She takes a deep breath and I can feel the movement. Unfortunately, every part of my body has become hyper-aware of her body. Perks of being a perverted young guy, I suppose. She’s so curvy and I can feel her heavy breasts against my side. Our faces are so close that it would only take the slightest move for me to kiss those pouty lips of hers. Shadows are beginning to form, but I can make out every freckle across her nose and I can almost feel how soft those lips would be.

Her eyes are wide as she stares at my lips. Is it weird that in my twenty years I’ve never felt this nervous before about kissing someone? I usually move so fast that I can’t even remember the first kiss. They all blend together. But right now, sitting with her, I want a first kiss more than anything else in this world. I know it will mean something.

A loud bang makes us both jump. “Fuck Brad, and his fuckin’ dick. He can stick it in whoever he wants!” I hear a very drunk Marissa stomp out onto the back porch. I sit there for a moment thinking maybe she won’t see us and we can continue where we left off. Unfortunately, we hear several other girls slam the back door behind her and begin shouting. We pull away from each other and scramble up.

“Looks like we’ve been rudely interrupted. You want to go back inside?

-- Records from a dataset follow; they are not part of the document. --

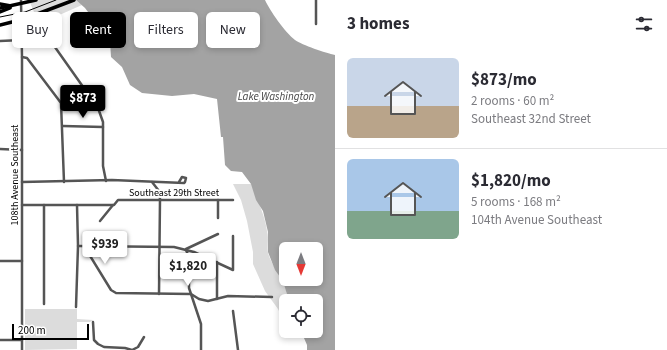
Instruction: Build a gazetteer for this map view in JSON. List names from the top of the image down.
{
  "streets": {
    "street": ["108th Avenue Southeast", "Southeast 29th Street"]
  },
  "crossings": [
    ["108th Avenue Southeast", "Southeast 29th Street"]
  ],
  "water": ["Lake Washington"],
  "scale_bar": "200 m",
  "north": "bottom",
  "page": {
    "heading": "3 homes",
    "chip": [
      "Buy",
      "Rent",
      "Filters",
      "New"
    ],
    "list": [
      {
        "name": "$873/mo",
        "note": "2 rooms · 60 m² · Southeast 32nd Street"
      },
      {
        "name": "$1,820/mo",
        "note": "5 rooms · 168 m² · 104th Avenue Southeast"
      }
    ],
    "price": ["$873", "$939", "$1,820"],
    "scale": "200 m"
  }
}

Maybe get away from the ‘Brad’s a dick’ girl talk that’s about to happen?” I ask. I really don’t want to go inside and say goodnight, but the last thing I need is someone like Marissa sticking her nose in my business.

“Yeah, sure, I’m tired anyway. Let’s go.” I take her hand and we cross the yard. I step onto the porch and open the screen door. Marissa glares blearily at us as we step onto the porch. She sways as she glances down at our joined hands.

“Oh great, just what this weekend needs. The bad boy and nerd girl hooking up. Could y’all get any more cliché?” She indicates us with a wave of her hand. I tug Ronnie’s hand harder so we can get inside before Marissa spills any more venom.

We turn to face each other when we get to the bottom of the stairs. “Well, I guess I better get back to work. Please let me know if any of them bother you again. I’ll try my best to not turn back into douche mode.” I give her what I hope is a charming smile. My mouth is so unpracticed from being in a permanent sneer the last few years that I’m not sure if it looks charming or manic.

Her gaze looks so uncertain and frightened that I squeeze the hand that’s still in mine. She lets a deep breath out and shoots me a small smile.

“I think I’ll go back up to my room and hide for the rest of the night. Thank you for being my rescuer, Sawyer Rodriquez.”

I bow deeply. “No problem. I’ve never gotten to be the white knight before so it was actually a good change of pace. Normally I’m the guy in the black hat, not the white one, so I thank you for the opportunity.” I tip my imaginary white hat towards her.

She giggles and starts up the stairs. I grasp onto her fingers tightly again. “I think you’re forgetting something.”

“Wh..what?” Her fingers twist around mine and I know she’s thinking about our almost kiss.

“Your notebook, m’lady.” I take out the notebook that has been stuck in the back pocket of my jeans and hand it to her. “When you’re a famous writer, I want a book dedication. Just so you know.”

She lets go of my hand and grasps the notebook tightly to her front. “Of course, to Sawyer, my white knight and the king of smooth pick-up lines.” Her mouth turns up on one side and she turns around to climb the stairs.

“Goodnight, my fair lady.” She sneaks a look back at me. I hold both hands up to cover my heart. “Alas, I’m trying to think of a romantic line from Shakespeare’s plays but I slept through most of English, so all I can say is sleep well, my dear.” She turns around and laughs heartily as she runs the rest of the way up the stairs.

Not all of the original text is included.